Babası haksız yere suçlanan bir adam, gerçek katili bulmaya çalışır.

"Zulmeden, zulümden kaçamaz."

Kaliteli serilerin yaratıcısı olan Ay Yapım bu hikaye ve oyuncu kadrosuyla yine kendine yakışır bir kaliteye sahip bir yapım ortaya koymuş. Aile içi drama ve üstü kapalı gizemlerle dolu, çok şık, öfkeli hikaye anlatımı ve İstanbul'a ait nostaljik arka planı ile 70'lerin kendine has hak arayışını anlatmaktadır.

Ülkenin tanınmış ve popüler yüzleri eşliğinde gerilim ve dramayı en iyi yansıtabilecek durumdaki oyuncu kadrosu, nefreti, öfkeyi, neşeyi ve aşkı farklı tonlarda yaşayabilecek bir geçmişe ve olgunluğa sahip isimlerdir. Öfke ve çatık kaşın baş aktöre bu kadar yakışması, acaba eskiden kalma bir hayranlık mı kestiremedim. Ancak ağır abi jargonunu en üst seviyede sunan birisi olarak bu üst performansı taçlandırmamak çok da adil olmayacaktır.

Hikaye boyunca biraz gerçek, biraz kurgu ve biraz abartı ile hikayeyi zorluyor olsa da bunu fazla denemez ve arada sırada aksesuar olarak kullanması fazla göze batmaz. Kamera açıları geniş ve HD bir sunuma sahip, kendi istedikleri renge ve tona sahip dünyayı görsel olarak yaratmaları çok profesyonel ve pahalı duruyor.
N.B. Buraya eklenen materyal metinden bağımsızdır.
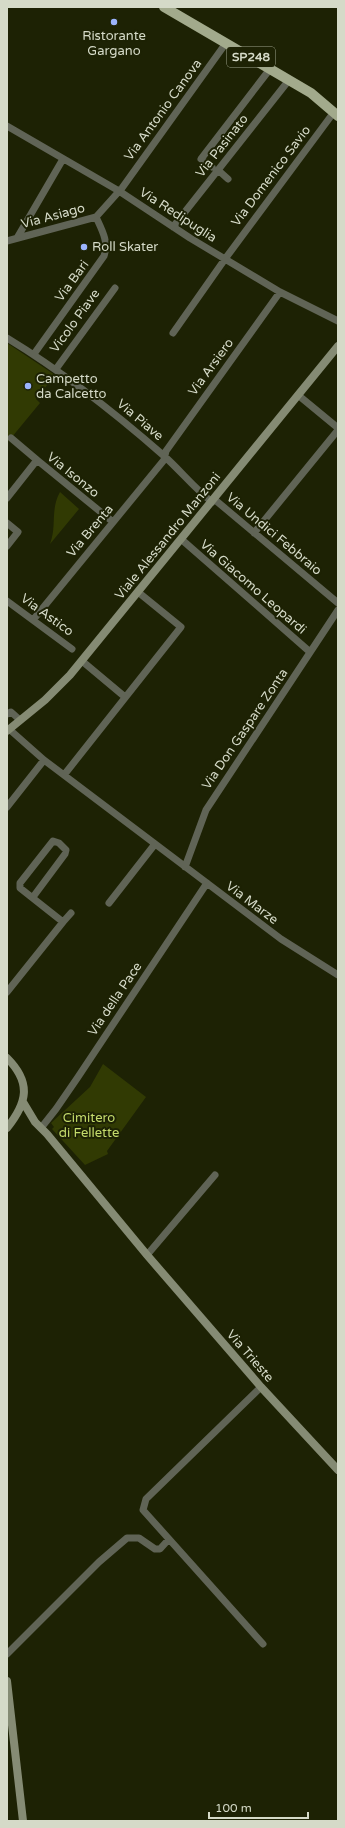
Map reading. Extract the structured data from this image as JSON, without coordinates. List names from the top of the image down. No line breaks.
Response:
{"streets":{"main road":["SP248"],"street":["Via Antonio Canova","Via Pasinato","Via Domenico Savio","Via Redipuglia","Via Asiago","Via Bari","Vicolo Piave","Via Arsiero","Via Piave","Via Isonzo","Via Brenta","Via Undici Febbraio","Viale Alessandro Manzoni","Via Giacomo Leopardi","Via Astico","Via Don Gaspare Zonta","Via Marze","Via della Pace","Via Trieste"]},"crossings":[["SP248","Via Antonio Canova"],["SP248","Via Pasinato"],["SP248","Via Domenico Savio"],["Via Antonio Canova","Via Redipuglia"],["Via Antonio Canova","Via Asiago"],["Via Pasinato","Via Redipuglia"],["Via Domenico Savio","Via Redipuglia"],["Via Redipuglia","Via Asiago"],["Via Redipuglia","Via Arsiero"],["Via Asiago","Via Bari"],["Via Bari","Via Piave"],["Vicolo Piave","Via Piave"],["Via Arsiero","Via Piave"],["Via Arsiero","Via Brenta"],["Via Piave","Via Brenta"],["Via Piave","Via Undici Febbraio"],["Via Piave","Viale Alessandro Manzoni"],["Via Isonzo","Via Brenta"],["Via Brenta","Via Astico"],["Via Undici Febbraio","Viale Alessandro Manzoni"],["Viale Alessandro Manzoni","Via Giacomo Leopardi"],["Viale Alessandro Manzoni","Via Marze"],["Via Giacomo Leopardi","Via Don Gaspare Zonta"],["Via Don Gaspare Zonta","Via Marze"],["Via Marze","Via della Pace"],["Via della Pace","Via Trieste"]],"parks":["Cimitero di Fellette"],"places":["Ristorante Gargano","Roll Skater","Campetto da Calcetto"],"scale_bar":"100 m"}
Öykü için bilindik bir şablon sunulmuş olsa da buna tutsak bir ilerlemeye sahip değil. Aksine hep bir tık ileriyi düşünen bir seri halindedir. Vintage bir anlatı olarak 1973 İstanbul'unda yaşayan çekirdek bir ailenin hikayesi. Kendi odasında ölü bulunan vekilin baş şüphelisi olarak yaşlı bir adam tevkif edilir ve sekreterin şahit olarak söyledikleri işi daha da çıkmaza sürükler. Vekilin odasına girdiğinde yaşlı adamı elinde kanlı ve keskin zarf açıcısı ile görmüştür; bu bir yanlış anlaşılma gibi görünse de savcı için gerekli bir delildir.

Mahir ise bu cinayetin arkasını rahat bırakmaz. Sert bir mizaca sahip, boylu poslu, yakışıklı ve zeki biri olarak karşımıza çıkan Mahir, babasının suçsuz oluğuna inanmakta ve bunu kanıtlamak için elinden geleni yapmaya hazır bir profil sunmaktadır.

Yeni bir kimlik, sahte bir belge, şık bir takım elbise, Prada bir çanta, sinek kaydı bir tıraşla artık o da hukuk sisteminin içine girmiş bir 'Frank William Abagnale'dir.